ACTION ITEM.
Print the entries exactly; skip the pictures.

[Saved data entries]
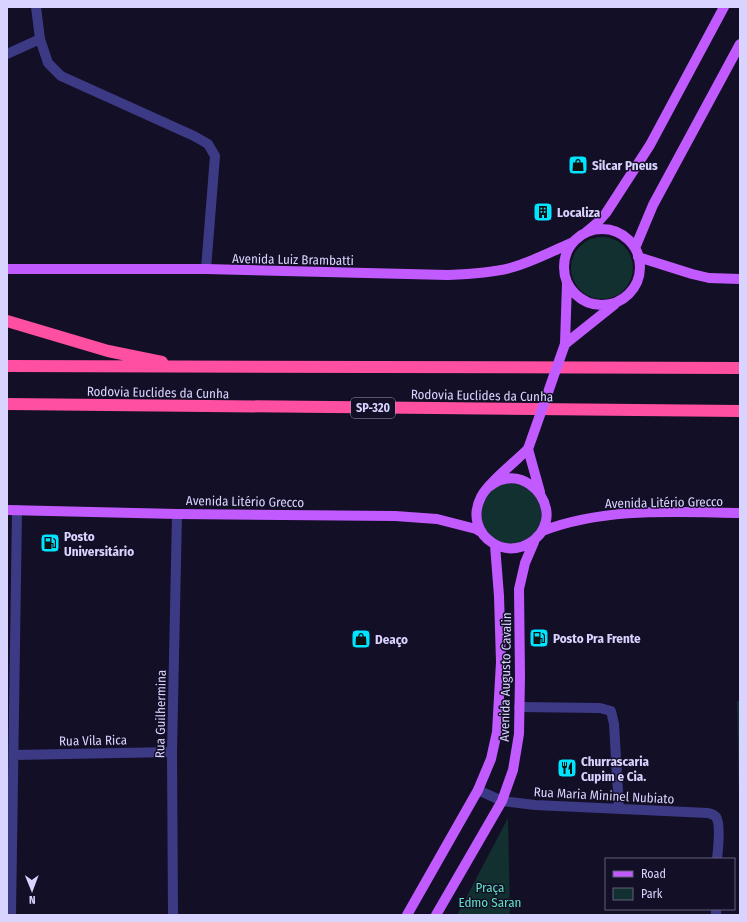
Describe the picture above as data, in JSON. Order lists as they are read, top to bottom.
{
  "streets": {
    "highway": ["Rodovia Euclides da Cunha", "SP-320"],
    "main road": ["Avenida Luiz Brambatti", "Avenida Litério Grecco", "Avenida Augusto Cavalin"],
    "street": ["Rua Guilhermina", "Rua Vila Rica", "Rua Maria Mininel Nubiato"]
  },
  "crossings": [
    ["Avenida Litério Grecco", "Avenida Augusto Cavalin"],
    ["Avenida Litério Grecco", "Rua Guilhermina"],
    ["Avenida Augusto Cavalin", "Rua Maria Mininel Nubiato"],
    ["Rua Guilhermina", "Rua Vila Rica"]
  ],
  "parks": ["Praça Edmo Saran"],
  "places": {
    "shop": ["Silcar Pneus", "Deaço"],
    "building": ["Localiza"],
    "fuel station": ["Posto Universitário", "Posto Pra Frente"],
    "restaurant": ["Churrascaria Cupim e Cia."]
  },
  "legend": ["Road", "Park"],
  "north": "bottom"
}
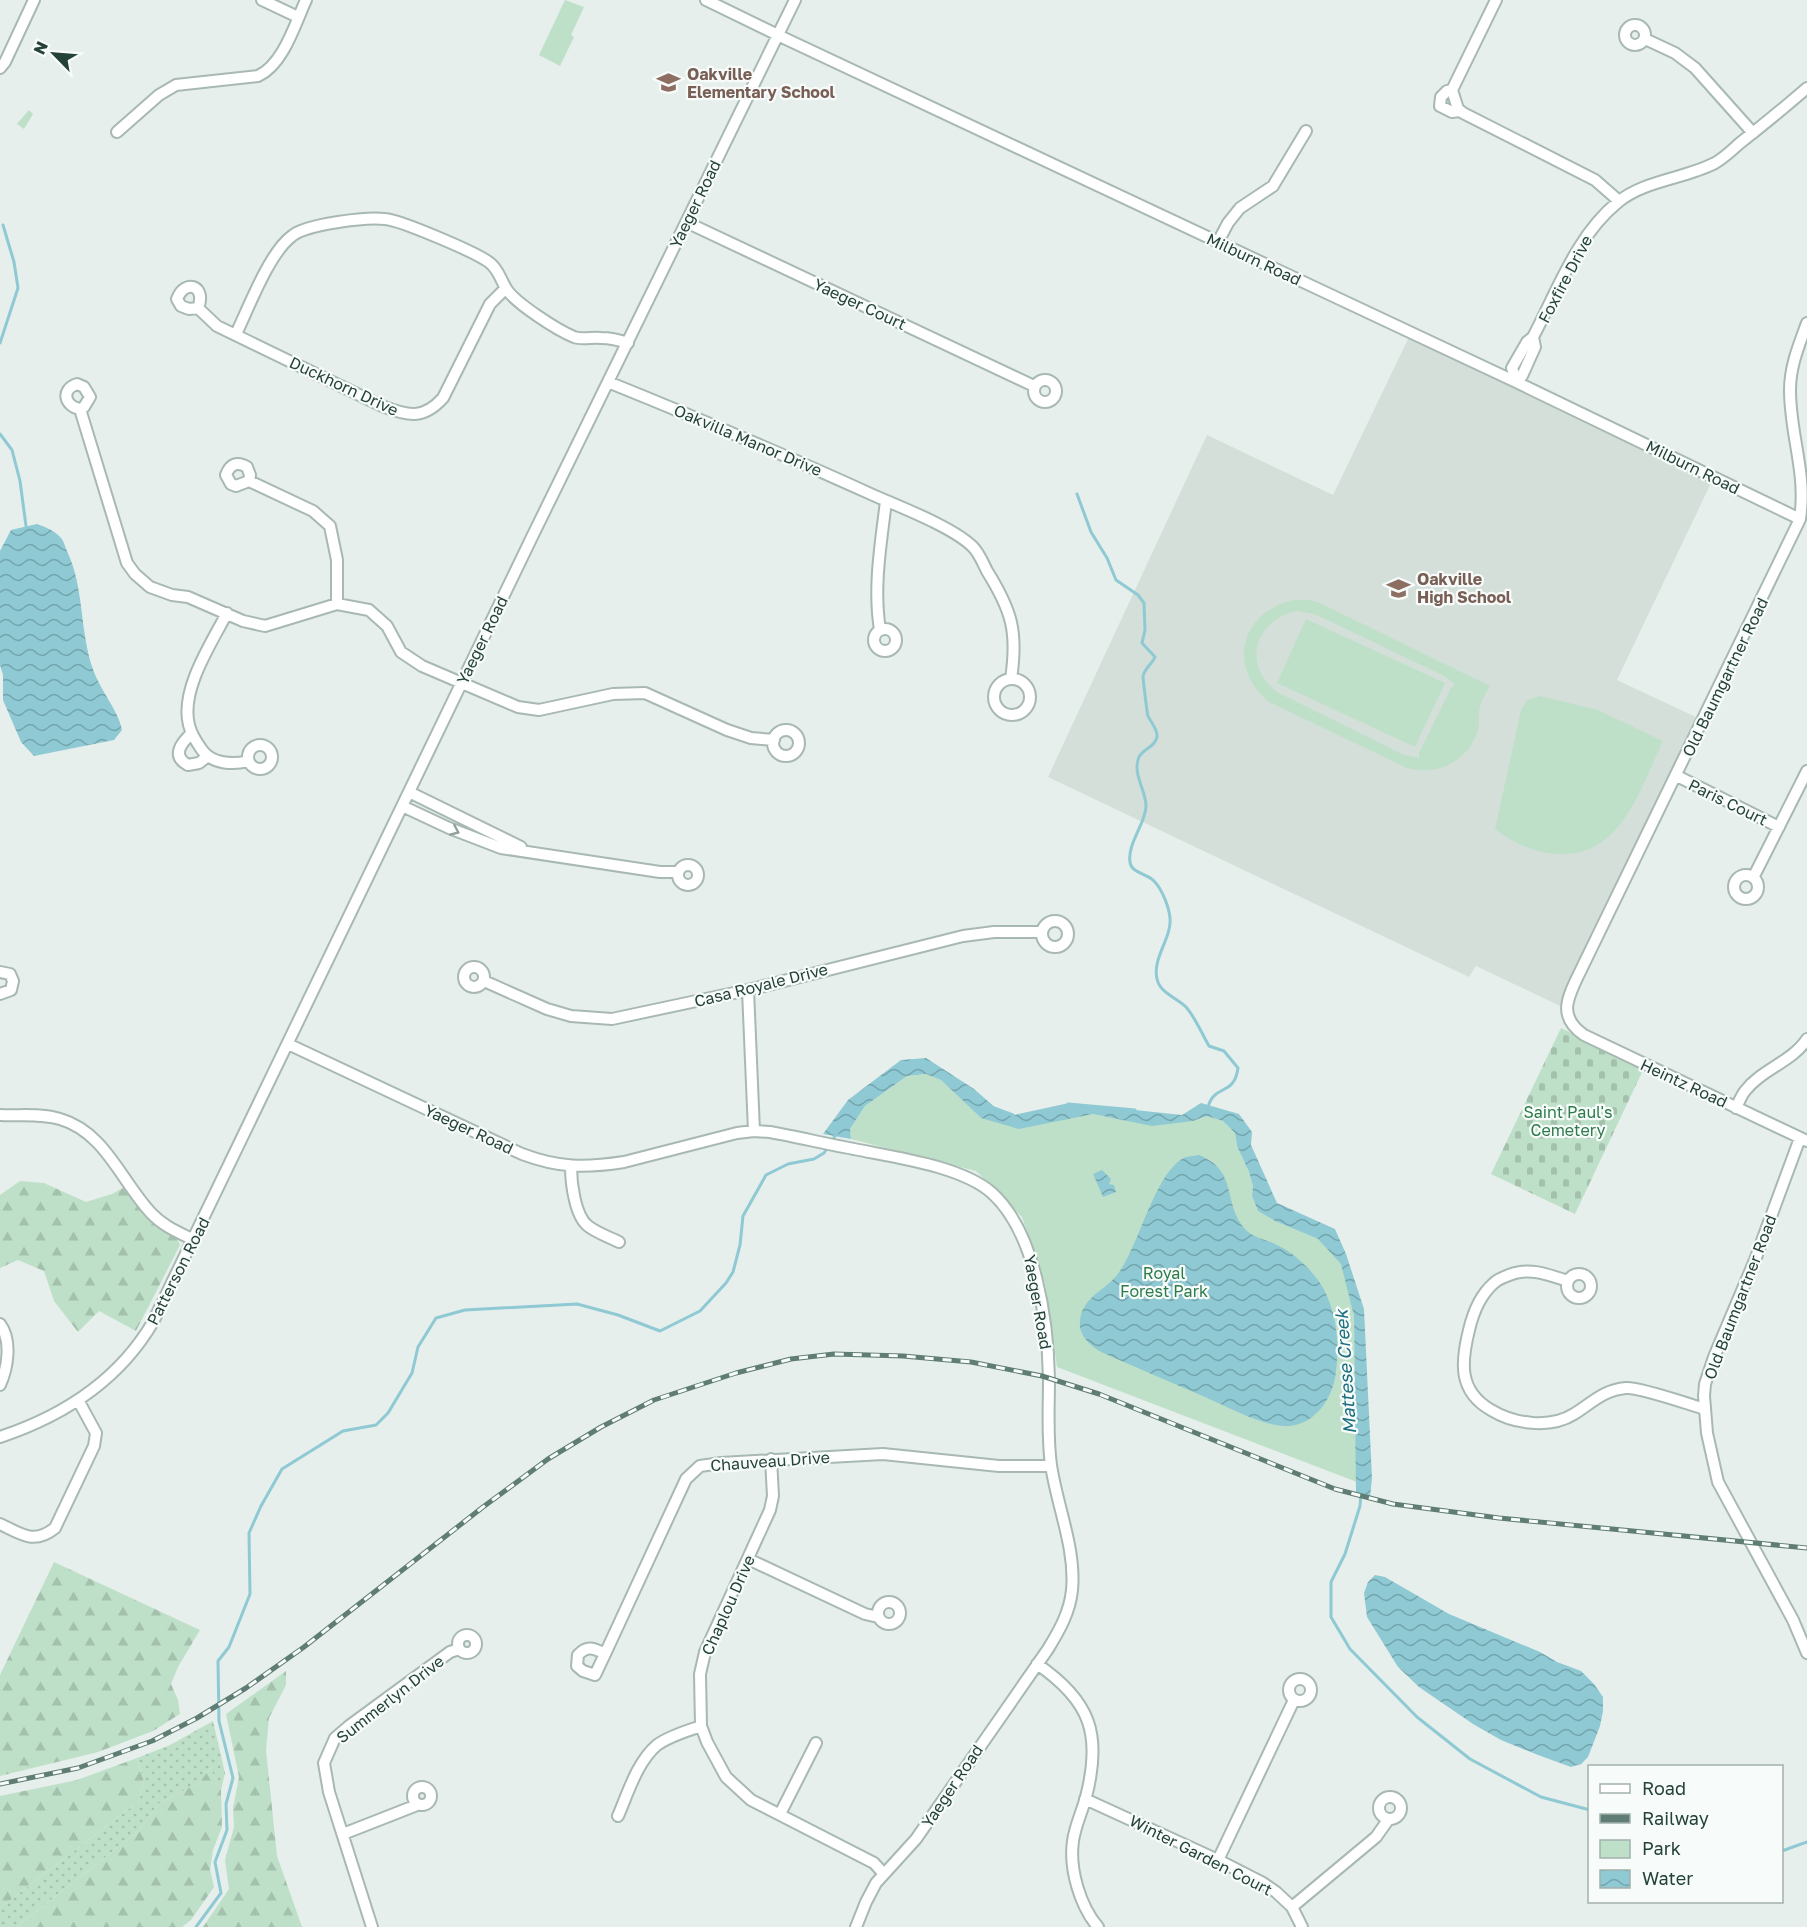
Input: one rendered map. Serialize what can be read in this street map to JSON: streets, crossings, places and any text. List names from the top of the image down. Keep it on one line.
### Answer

ANSWER.
Describe the picture above as data, in JSON. Order lists as they are read, top to bottom.
{
  "streets": {
    "highway": ["Rodovia Euclides da Cunha", "SP-320"],
    "main road": ["Avenida Luiz Brambatti", "Avenida Litério Grecco", "Avenida Augusto Cavalin"],
    "street": ["Rua Guilhermina", "Rua Vila Rica", "Rua Maria Mininel Nubiato"]
  },
  "crossings": [
    ["Avenida Litério Grecco", "Avenida Augusto Cavalin"],
    ["Avenida Litério Grecco", "Rua Guilhermina"],
    ["Avenida Augusto Cavalin", "Rua Maria Mininel Nubiato"],
    ["Rua Guilhermina", "Rua Vila Rica"]
  ],
  "parks": ["Praça Edmo Saran"],
  "places": {
    "shop": ["Silcar Pneus", "Deaço"],
    "building": ["Localiza"],
    "fuel station": ["Posto Universitário", "Posto Pra Frente"],
    "restaurant": ["Churrascaria Cupim e Cia."]
  },
  "legend": ["Road", "Park"],
  "north": "bottom"
}
Input: one rendered map. Serialize what can be read in this street map to JSON: streets, crossings, places and any text. List names from the top of the image down. Keep it on one line.
### Answer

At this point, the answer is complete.